*HOW TO COMPLETE THIS TASK*.
Reproduce the entries below exactly, but only from the line containing "M1576,179L1581,171L1700,82L1709,72L1719,50L1772,8" to the line containing "M1641,414L1760,224", inclusive.

*ENTRIES PROVIDED*.
::::::::

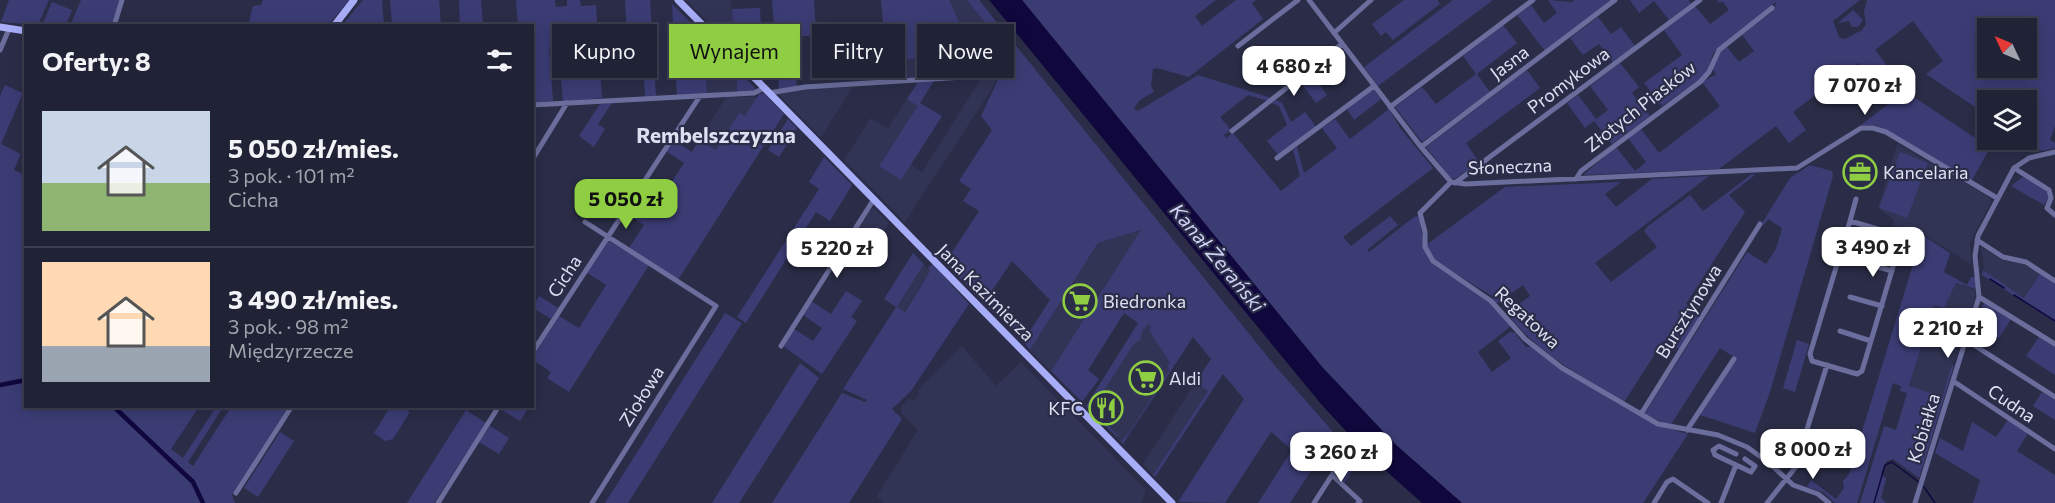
<!DOCTYPE html>
<html lang="pl">
<head>
<meta charset="utf-8">
<style>
  :root { --surface:#202236; --page:#282a3e; --text:#f1f3f6; --muted:#a2a4ad; --line:#3d3f51; --accent:#8fcd42 }
  body { margin:0; font-family:Commissioner,sans-serif; background:var(--page); color:var(--text); height:100vh; display:flex; flex-direction:column; font-size:22px; white-space:nowrap }
  * { box-sizing:border-box; margin:0 }
  p { font-size:20px; color:var(--muted) }
  .icon { flex:none; width:33px; height:33px; fill:none; stroke:currentColor; stroke-width:2; stroke-linecap:round; stroke-linejoin:round }
  .map { position:relative; flex:1; overflow:hidden }
  .panel { position:absolute; left:24px; top:24px; width:510px; height:384px; display:flex; flex-direction:column; background:var(--surface); border-radius:0px; box-shadow:0 3px 15px #0003,0 0 0 2px var(--line) }
  .panel>* { flex:none }
  .banner { position:absolute; left:552px; top:24px; width:570px; height:54px; display:flex; gap:12px }
  .needle { width:39px; rotate:314deg }
  .tools { position:absolute; left:1977px; top:18px; display:grid; gap:12px }
  .tools a { display:grid; place-items:center; width:60px; height:60px; border-radius:0px; background:var(--surface); box-shadow:0 3px 15px #0003,0 0 0 2px var(--line); font-size:30px }
  .price { position:absolute; translate:-50% -51px; padding:0 14px; border-radius:12px; background:#fff; color:#222; font-size:20px; line-height:39px; filter:drop-shadow(0 2px 3px #0008) }
  .price::after { content:''; position:absolute; left:50%; top:36px; width:18px; height:14px; margin-left:-9px; background:inherit; clip-path:polygon(0 0,100% 0,50% 100%) }
  .price.selected { background:var(--accent); color:#111 }
  ul { padding:0; list-style:none }
  li { display:flex; align-items:center; gap:18px; height:150px; padding:0 18px }
  li+li { border-top:2px solid var(--line) }
  li span { display:grid; place-items:center; flex:none; width:168px; height:120px; border-radius:0px; color:#555 }
  li>.icon { margin-inline-start:auto }
  span .icon { width:72px; height:72px; fill:#fffc; stroke-width:1 }
  li b { font-size:26px }
  h2 { display:flex; justify-content:space-between; align-items:center; height:72px; padding:0 18px; font-size:26px }
  .pill { padding:0 21px; border-radius:0px; background:var(--surface); box-shadow:0 3px 15px #0003,0 0 0 2px var(--line); font-size:21px; line-height:54px }
  .pill.selected { background:var(--accent); color:#111 }
  .map>svg:first-child { display:block }
  .built { fill:#323455 }
  .green { fill:#3b3c74; fill-rule:evenodd }
  .water { fill:#10073d }
  .lines { fill:none; stroke-linecap:round; stroke-linejoin:round }
  .stream { stroke:#10073d; stroke-width:1.5 }
  .canal { stroke:#10073d; stroke-width:4.5 }
  .minor { stroke:#6b6e9c; stroke-width:5 }
  .major { stroke:#a8adf8; stroke-width:7 }
  .labels { text-anchor:middle; dominant-baseline:central; stroke-width:4.5; stroke-linejoin:round; paint-order:stroke }
  .street-label { font-size:18px; fill:#dee0f2; stroke:#2b2d48 }
  .poi-label { font-size:18px; fill:#dee0f2; stroke:#2b2d48; text-anchor:start }
  .water-label { font-size:20px; font-style:italic; fill:#cfd3f7; stroke:#2b2d48 }
  .quarter-label { font-size:21px; font-weight:bold; fill:#dee0f2; stroke:#2b2d48 }
</style>
</head>
<body>
<div class="map">
<svg width="2055" height="503" viewBox="0 0 2055 503">
  <rect width="100%" height="100%" fill="#2b2d48"/>
  <path class="built" d="M686,0H731L734,48Z
    M949,0H967L1011,54L998,79L905,222L844,160L871,118L888,129L907,99L918,105L901,180L911,165L922,172L984,74Z
    M704,36L736,68L737,92L707,94Z
    M938,56L944,76L901,79L900,60Z
    M853,87L821,137L778,94L811,88Z
    M727,96L757,97L745,117L739,114L716,150L699,140Z
    M1897,144L1989,197L1991,202L1970,242L1971,264L1915,229L1893,226L1894,220L1878,208Z
    M874,208L889,223L859,269L840,257L870,210Z
    M1142,230L1051,371L1030,350L1098,243Z
    M1981,247L2002,260L2023,264L2040,274L2024,298L1985,273Z
    M924,264L930,271L904,312L897,307Z
    M1183,266L1192,337L1123,444L1090,410Z
    M1956,283L1975,290V297L1942,397L1909,387L1934,304L1944,308Z
    M962,346L996,386L1021,362L1146,490L1141,503H884L877,496L918,430L901,413V407L908,399L914,400L919,395L918,390Z
    M1195,383L1208,391L1153,475L1143,464Z"/>
  <path class="green" d="M9,0H49L38,25L1,22Z
    M81,0H122L112,25L70,26Z
    M263,0H350L328,25L248,26L253,6L261,5Z
    M363,0H382L384,25H342Z
    M390,0H439L441,25H392Z
    M459,0H481L483,25H460Z
    M516,0H555L556,7L567,6V0H580L581,6L596,5L602,98L563,102L558,47H549L553,101L533,103L532,26L518,25Z
    M625,0H650L656,96L645,97L641,33L627,34Z
    M772,0H814L816,35L793,37L797,88L779,91Z
    M881,0H949L970,44L938,54V56L900,60L901,79L888,80Z
    M967,0H979L1276,367L1335,434L1290,503H1258L1292,450L1271,432L1225,503L1178,502L1244,399L1223,374L1155,477L1153,475L1208,391L1195,383L1211,359L1193,337L1123,444L1121,441L1130,432L1169,371L1168,365L1170,363L1149,330L1151,326L1149,324L1143,330L1140,340L1133,345L1095,404V411L1107,424H1110L1109,426L1117,435L1119,433L1117,437L1086,406L1138,323L1124,313L1088,370L1099,379L1082,402L1051,371L1141,230L1098,243L1030,350L1001,314L1004,311L1028,334L1050,300L1012,261L989,295L1001,307L995,314L945,263L979,211L963,201L971,189L959,181L992,130L981,116L1010,54Z
    M1022,0H1216L1195,16L1202,26L1236,0H1256L1252,3L1263,19L1189,77L1157,68L1153,69L1151,85L1154,92L1140,100L1134,108L1138,111L1198,75L1271,98L1268,101L1248,95L1220,117L1231,130L1224,135L1226,138L1233,133L1281,191L1300,176L1293,150L1297,147L1304,173L1337,148L1322,128L1335,119L1350,139L1389,109L1400,128L1433,168L1343,237L1351,246L1390,216L1398,225L1367,250L1369,252L1414,217L1419,216L1423,241L1436,266L1490,303L1511,326L1478,352L1492,372L1511,358L1498,341L1510,332L1515,333L1526,347H1532C1582,380 1630,419 1688,434L1643,503H1462L1395,444L1323,368Z
    M1404,0H1437L1440,4L1393,40L1386,32L1381,36L1372,24Z
    M1453,0H1493L1378,86L1364,67Z
    M1548,0L1571,2L1575,0H1613L1545,51L1517,15L1531,5L1544,23L1557,13Z
    M1630,0H1688L1691,3L1669,20L1654,1L1639,13Z
    M1717,0H1860L1833,21L1839,37L1845,39L1862,30L1866,24L1864,11L1867,0H2055V126L2050,140L2055,143V148L2042,151L2025,140L2026,100H1988L1987,115L1926,74L1943,61L1913,21L1875,50L1888,67L1871,80L1858,63L1793,112L1806,130L1789,143L1776,126L1719,169L1583,175L1616,147L1635,171L1646,162L1628,138L1641,129L1659,153L1720,106L1702,82L1716,74L1712,68L1718,54L1727,47L1739,62L1754,51L1742,35L1772,12L1777,1L1713,53L1708,72L1698,81L1662,106L1644,83L1682,55L1664,30L1695,6L1710,24L1729,10L1722,1L1720,3ZM1988,28H2026V68H1988Z
    M52,2L72,10L66,25H42Z
    M672,4L704,36L707,94L677,95Z
    M760,8L764,79L734,48L732,9Z
    M1853,10L1863,20L1858,27H1852L1849,21L1838,23Z
    M1598,17L1611,34L1621,27L1635,46L1613,62L1599,44L1583,55L1570,38Z
    M1503,25L1517,43L1477,74L1490,92L1422,142L1395,107L1422,87L1436,104L1476,74L1463,56Z
    M1620,63L1639,87L1632,93L1650,116L1612,144L1594,121L1585,128L1567,103L1578,95L1596,119L1608,110L1590,86Z
    M736,68L755,88V92H737Z
    M1527,70L1540,88L1466,143L1479,162L1455,179L1450,177L1426,147Z
    M1310,72L1327,95L1316,103L1300,82Z
    M934,81L920,103L942,116L901,180L879,166L918,106L907,99L918,82Z
    M5,85L23,93L1,144L21,154L14,170L25,175L26,406L199,407L171,449L183,458L216,407H223L188,462L193,466L231,407H288L232,495L235,503H0V96Z
    M1373,89L1381,99L1354,120L1347,109Z
    M1905,91L1990,148L1972,180L1884,129L1875,125H1861Z
    M764,93L784,114L678,280L629,248L644,225L626,213L647,181L666,191L684,163L666,151L673,140L692,152L699,140L716,150L739,113L745,116L759,94Z
    M1276,100L1282,103L1291,122L1305,112L1317,128L1279,156L1267,141L1287,125L1279,106L1272,103Z
    M612,103L598,124L605,129L594,147L579,136L600,104Z
    M788,119L797,128L779,157L768,150Z
    M1900,152L1928,163L1907,218L1879,208Z
    M824,157L852,185L830,221L816,212L746,323L737,317L819,189L809,182Z
    M1810,165L1832,171L1833,176L1770,392L1755,433L1700,415L1737,359L1720,348L1670,426L1647,415L1645,413L1747,252L1766,264L1776,249L1782,228L1768,219L1764,225L1762,223L1790,178Z
    M1752,174L1755,175L1729,195L1745,212L1686,304L1701,314L1679,349L1664,340L1624,402C1580,375 1538,354 1507,313L1530,296L1523,285L1496,304L1492,296L1435,261L1426,245L1505,187L1621,182L1605,194L1616,207L1652,179L1709,176L1595,263L1611,282L1657,247L1644,231L1648,226L1690,195L1703,211Z
    M2023,177L2047,190L2050,195L2044,205L2011,186Z
    M620,193L630,199L619,218L608,211Z
    M1922,235L1950,253L1944,272L1967,285L1971,277H1975L1976,289L1956,283L1944,308L1934,305L1909,386L1942,397L1952,365L1954,366L1919,478L1893,459L1887,461L1881,473L1886,479L1881,498L1886,503H1860L1884,426L1896,430L1907,393L1900,391L1901,386L1893,383L1857,503H1835L1823,492L1807,487L1811,480L1836,499L1844,488L1843,481L1849,474Z
    M606,241H609L649,265L569,392L547,378L551,372L533,360L532,357L559,316L579,328L606,285L586,272Z
    M913,253L924,264L897,307L905,312L930,271L928,268L933,264L969,304L911,391L892,409L902,419L849,503H772L842,393L865,402L867,400L843,389L896,307L884,299Z
    M1983,270L2024,298L2040,274L2055,284V322L1982,275Z
    M846,291L862,301L851,317L857,321L822,374L783,346L794,329L813,341L822,328L803,315L811,301L831,314Z
    M539,296L558,308L551,319L533,308Z
    M1984,303L2011,319L1999,338L1975,323Z
    M725,313L742,323L628,503H605Z
    M2039,337L2055,347V375L2026,356Z
    M1797,340L1809,344L1795,392L1783,388Z
    M800,363L819,378L739,503H712Z
    M2042,392L2055,400V420L2033,406Z
    M390,407H400L410,412L393,439L385,441L374,433Z
    M502,407L529,406V407L520,421L500,409Z
    M466,410L486,423L434,503H407Z
    M2008,420L2028,433L2017,451L2055,475V503H1973L1980,480L1935,453L1940,438L1963,451L1972,422L1996,437Z
    M490,426L509,438L499,454L479,442Z
    M280,432L294,441L258,497L244,488Z
    M1349,452L1359,461L1344,484L1335,473Z"/>
  <path class="water" d="M989,0H1022L1323,368L1395,444L1462,503H1422L1367,454L1321,404Z"/>
  <g class="lines">
    <path class="stream" d="M1990,279L2004,288
      M2014,295L2055,321
      M1924,487L1935,503
      M1874,503L1885,465L1892,462L1920,483"/>
    <path class="canal" d="M0,385L26,380
      M113,406L193,482L203,503"/>
    <path class="minor" d="M1309,0L1421,147L1451,182L1466,184L1797,168L1861,128H1873L1886,132L1997,198
      M114,26L122,0
      M1334,33L1371,0
      M1238,46L1298,0
      M0,50L9,29
      M769,93L805,87L980,76
      M532,105L754,93L764,88
      M1390,107L1533,0
      M1232,131L1342,44
      M1421,147L1615,0
      M1277,158L1374,86
      M532,160L567,103
      M2014,168L2049,190L2051,198L2047,208L2055,215
      M1576,179L1581,171L1700,82L1709,72L1719,50L1772,8
      M1451,182L1420,213L1425,232V247L1433,261L1491,301L1525,339L1562,368L1658,424L1718,435L1747,447L1768,462L1793,485L1818,494L1829,503
      M1455,183L1700,0
      M1850,221L1898,235L1901,240L1862,371L1857,374L1812,361L1810,354L1850,221L1856,199
      M585,222L716,306L592,503
      M1977,240L2003,257L2026,262L2055,281
      M1861,262L1892,271
      M1850,297L1882,306
      M1979,297L2055,344
      M1840,331L1871,341
      M1966,340L2055,397
      M781,346L874,199
      M532,353L700,96
      M1953,381L2055,449
      M1641,414L1760,224
      M1687,430L1734,359
      M1736,454L1719,446L1713,450L1715,455L1751,472L1755,466L1745,459
      M1332,475L1360,501L1358,503
      M236,493L292,406
      M438,503L499,406
      M1314,503L1348,450
      M1654,503L1667,482L1673,479L1708,503
      M1721,503L1736,465
      M1767,503L1795,468L1827,365
      M1915,503L1979,297L1975,256L1978,236L2014,168L2029,158L2055,152"/>
    <path class="major" d="M678,0L1172,503
      M334,26L354,0
      M0,27L26,31"/>
  </g>
  <defs>
    <symbol id="office-ring" viewBox="-11 -11 22 22"><circle r="9.5" fill="#2b2d48" stroke="#8fcd42" stroke-width="1.5"/><path d="M-6-3h4V-5.5h4V-3h4V5H-6ZM-1-4.5V-3h2v-1.5ZM-6 0V1H6V0Z" fill="#8fcd42"/></symbol>
    <symbol id="supermarket-ring" viewBox="-11 -11 22 22"><circle r="9.5" fill="#2b2d48" stroke="#8fcd42" stroke-width="1.5"/><path d="M-6-5.5h2.5l.6 2H6L4.5 2H-2.5L-4.4-4H-6ZM-1.5 3.2a1.3 1.3 0 1 0 .1 0ZM3 3.2a1.3 1.3 0 1 0 .1 0Z" fill="#8fcd42"/></symbol>
    <symbol id="restaurant-ring" viewBox="-11 -11 22 22"><circle r="9.5" fill="#2b2d48" stroke="#8fcd42" stroke-width="1.5"/><path d="M-5-6h1v4h1v-4h1v4h1v-4h1v5L-1.5 .5V6h-2V.5L-5-1ZM5-6V6H3V1.5H1.5Q1.5-4 5-6Z" fill="#8fcd42"/></symbol>
  </defs>
  <g fill-rule="evenodd">
    <use href="#office-ring" x="1841" y="153" width="38" height="38"/>
    <use href="#supermarket-ring" x="1061" y="282" width="38" height="38"/>
    <use href="#supermarket-ring" x="1127" y="359" width="38" height="38"/>
    <use href="#restaurant-ring" x="1087" y="389" width="38" height="38"/>
  </g>
  <g class="labels">
    <g class="street-label">
      <text transform="translate(1509 62) rotate(-37)">Jasna</text>
      <text transform="translate(1568 80) rotate(-37)">Promykowa</text>
      <text transform="translate(1640 106) rotate(-38)">Złotych Piasków</text>
      <text transform="translate(1510 166) rotate(-2)">Słoneczna</text>
      <text transform="translate(564 276) rotate(-57)">Cicha</text>
      <text transform="translate(986 292) rotate(45)">Jana Kazimierza</text>
      <text transform="translate(1688 311) rotate(-58)">Bursztynowa</text>
      <text transform="translate(1528 317) rotate(43)">Regatowa</text>
      <text transform="translate(641 396) rotate(-58)">Ziołowa</text>
      <text transform="translate(2012 403) rotate(34)">Cudna</text>
      <text transform="translate(1923 428) rotate(-73)">Kobiałka</text>
    </g>
    <g class="poi-label">
      <text x="1883" y="172">Kancelaria</text>
      <text x="1103" y="301">Biedronka</text>
      <text x="1169" y="378">Aldi</text>
      <text x="1083" y="408" text-anchor="end">KFC</text>
    </g>
    <g class="water-label">
      <text transform="translate(1218 257) rotate(50)">Kanał Żerański</text>
    </g>
    <g class="quarter-label">
      <text x="716" y="134">Rembelszczyzna</text>
    </g>
  </g>
</svg>
<div class="tools">
<a><svg class="needle" viewBox="-14 -14 28 28"><path d="M0-13l5 13h-10z" fill="#e53935"/><path d="M0 13l5-13h-10z" fill="#a2a4ad"/></svg></a>
<a><svg class="icon" aria-label="layers" viewBox="0 0 24 24"><path d="M12 4l9 5-9 5-9-5zM3 14l9 5 9-5"/></svg></a>
</div>
<b class="price" style="left:1294px;top:97px">4 680 zł</b>
<b class="price" style="left:1865px;top:116px">7 070 zł</b>
<b class="price selected" style="left:626px;top:230px">5 050 zł</b>
<b class="price" style="left:1873px;top:278px">3 490 zł</b>
<b class="price" style="left:837px;top:279px">5 220 zł</b>
<b class="price" style="left:1948px;top:359px">2 210 zł</b>
<b class="price" style="left:1813px;top:480px">8 000 zł</b>
<b class="price" style="left:1341px;top:483px">3 260 zł</b>
<div class="banner">
<a class="pill">Kupno</a>
<a class="pill selected">Wynajem</a>
<a class="pill">Filtry</a>
<a class="pill">Nowe</a>
</div>
<section class="panel">
<h2>Oferty: 8<svg class="icon" aria-label="filters" viewBox="0 0 24 24"><path d="M4 7h16M4 17h16"/><circle cx="9" cy="7" r="2"/><circle cx="15" cy="17" r="2"/></svg></h2>
<ul>
<li><span style="background:linear-gradient(#c9d6e8 60%,#8fb573 0)"><svg class="icon" aria-label="home" viewBox="0 0 24 24"><path d="M3 11l9-7 9 7M6 9v11h12V9"/></svg></span><div><b>5 050 zł/mies.</b><p>3 pok. · 101 m²</p><p>Cicha</p></div></li>
<li><span style="background:linear-gradient(#ffd9b3 70%,#9aa5b1 0)"><svg class="icon" aria-label="home" viewBox="0 0 24 24"><path d="M3 11l9-7 9 7M6 9v11h12V9"/></svg></span><div><b>3 490 zł/mies.</b><p>3 pok. · 98 m²</p><p>Międzyrzecze</p></div></li>
</ul>
</section>
</div>
</body>
</html>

::::::::

*ANSWER TO THE PROBLEM*.
      M1576,179L1581,171L1700,82L1709,72L1719,50L1772,8
      M1451,182L1420,213L1425,232V247L1433,261L1491,301L1525,339L1562,368L1658,424L1718,435L1747,447L1768,462L1793,485L1818,494L1829,503
      M1455,183L1700,0
      M1850,221L1898,235L1901,240L1862,371L1857,374L1812,361L1810,354L1850,221L1856,199
      M585,222L716,306L592,503
      M1977,240L2003,257L2026,262L2055,281
      M1861,262L1892,271
      M1850,297L1882,306
      M1979,297L2055,344
      M1840,331L1871,341
      M1966,340L2055,397
      M781,346L874,199
      M532,353L700,96
      M1953,381L2055,449
      M1641,414L1760,224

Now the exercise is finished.